Tuesday, July 29, 2014

30 Days of Fatale: One Very Wrong Theory and A Few Unanswered Questions.

The Fatale finale reaches stores tomorrow, doubtlessly with a few more twists and shocking revelations.

This past Friday, a truly bizarre theory crossed my mind, one that I'm happy to confirm is completely off base:  the theory is very wrong, both in being inaccurate and in being deranged.

In re-reading the series, I had noticed that Nicolas appeared to be quite important to Jo's plans, but they had briefly met only three times over the course of more than three decades:  when young Nicolas accompanied his father and Hank Raines on their 1978 road trip to LA, at Hank's funeral in 2011, and at Hank's estate that night when the Bishop's goons attacked.  Josephine whispered something to his father in '78, and apparently she drove him to madness around 2000 for reasons still unknown.

In constructing the timeline we posted yesterday, I determined that Nicolas was born about the same time Jo's son Willie committed suicide -- and I recalled never seeing a single appearance or even a mention of Nicolas' mother.

My bizarre theory was that Nicolas was Josephine's second son, fathered by Johnny Lash, and my guess is summarized below.
Perhaps, after forcing Hank out of her life, Josephine was still in contact with his friend Johnny Lash, keeping up with Johnny as a way to keep an eye on Hank.  Still in shock and grief after Willie's death, she allows herself to seduce Johnny, and she got pregnant again with another son.  To protect her son Nicolas, Jo sends him to Johnny to raise him as a single father, and perhaps she uses her curse to make Johnny forget about their love affair. 
Maybe Johnny takes Dominic to LA because there isn't a mother in the picture, and Josephine whispers to Johnny to take care of his son, because Dominic is her son, too.  And perhaps after the events in LA, her research with Otto the librarian reveals that a biological son is either ideal or outright necessary to whatever ritual would have to be performed to defeat the Bishop.
Sometime around 2000, Johnny finds out about Jo's plan for his son and tries to stop her, but she drove him to madness to keep him quiet and protect her plan.
Jo strikes up an otherwise unnecessary conversation with Nicolas at Hank's funeral, rescued Hank's manuscript from the car crash for him, and saved him from Lance because he is especially important to her plans.
The theory accounts for the chronology quite well -- and the repeated theme of fathers and sons -- but it would have meant that the love scene in issue #23 was outright incest, and I'm glad that Ed Brubaker wrote back to write to shoot down the theory, writing, "That would be sick, even for me."

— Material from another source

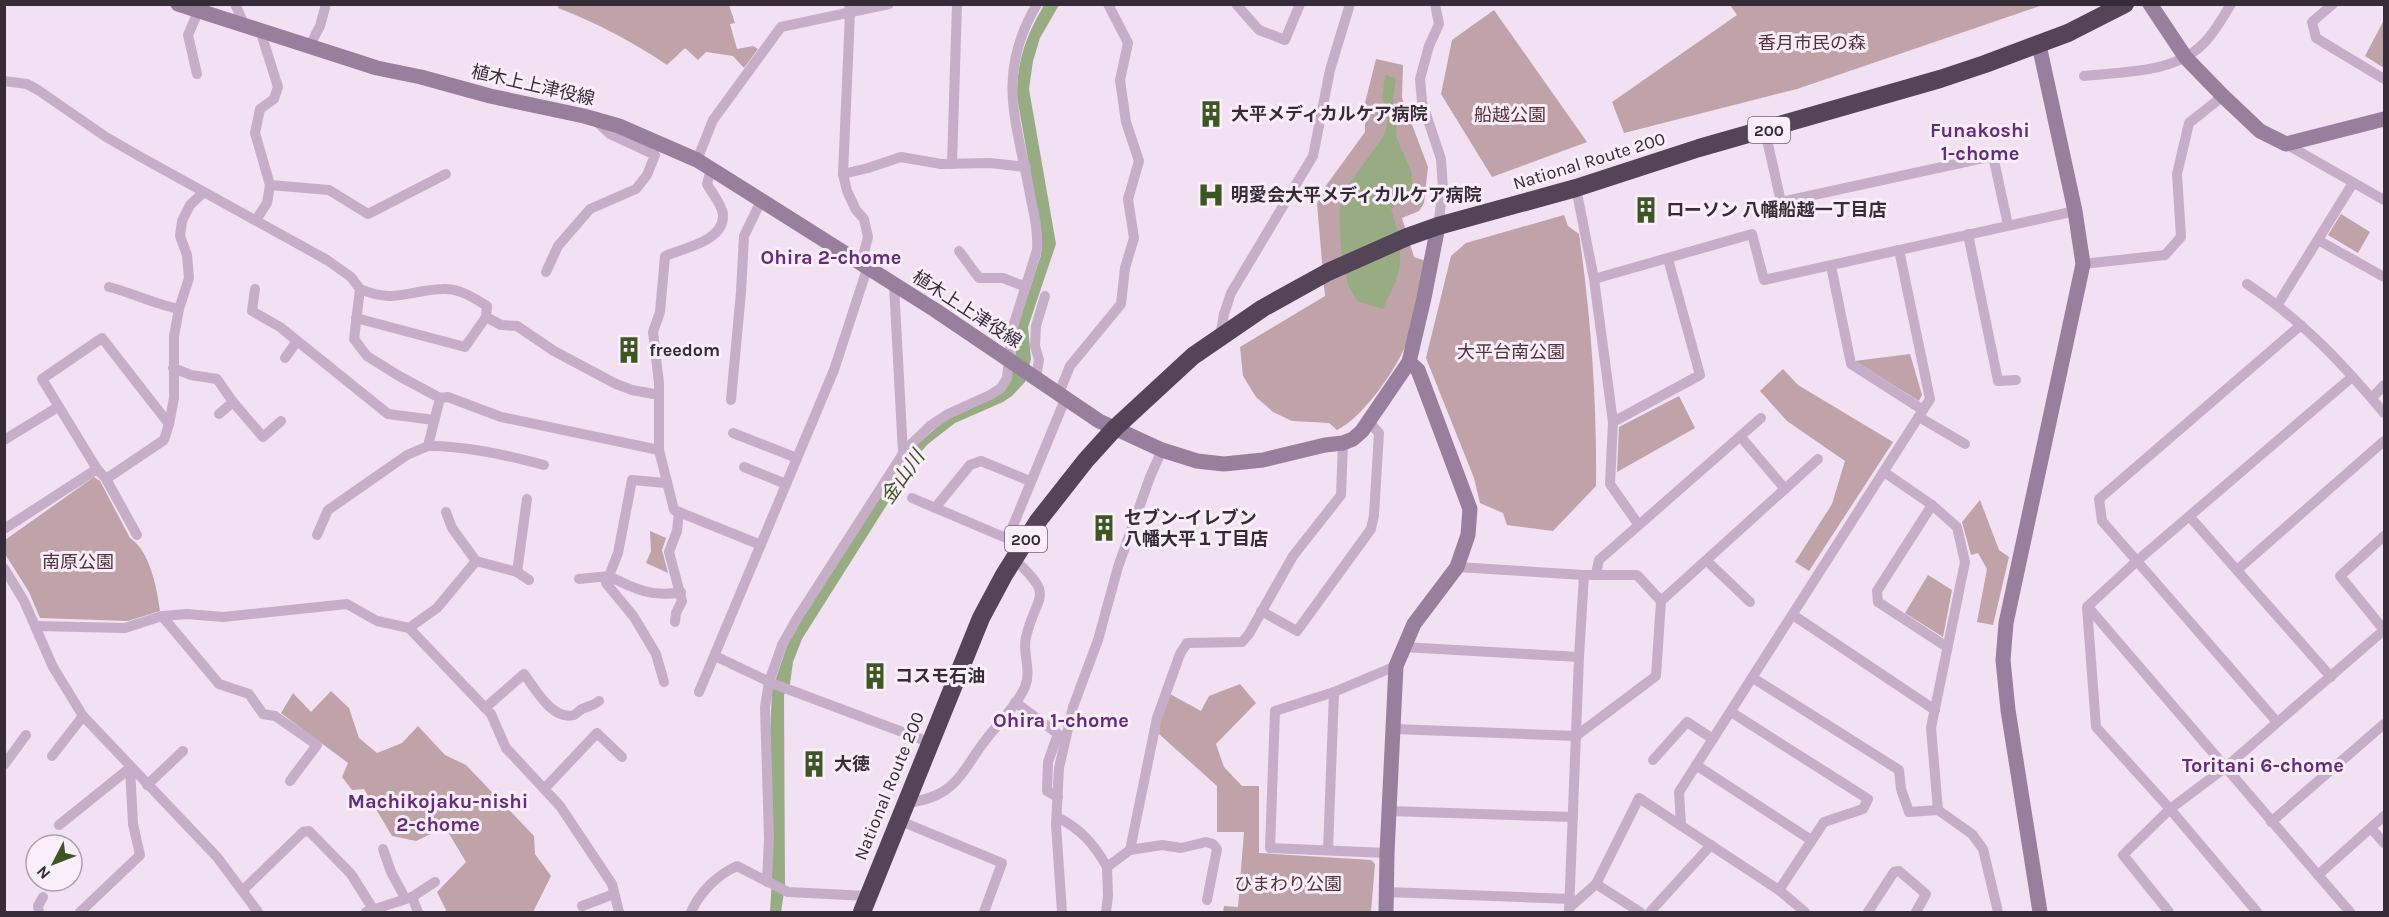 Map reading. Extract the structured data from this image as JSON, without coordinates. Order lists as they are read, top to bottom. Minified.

(I'm glad the series doesn't go down that dark path for its own sake, but I'll also admit to a little pride in concocting an otherwise plausible theory that Brubaker thinks crossed the line.)

Though my theory was wrong, it does highlight a few lingering  mysteries.

Some mysteries I think we've been able to solve in the course of this month-long review.  Brubaker confirmed that we correctly deduced that Otto the librarian is Milkfed's grandson. We pointed to the confrontation with Jo in issue #4 as the point where Walt Booker had a change of heart against betraying her -- where he "almost forgot" the decent man he really was.  And, we constructed some reasonable explanations for the events in Nicolas' life following Hank's funeral.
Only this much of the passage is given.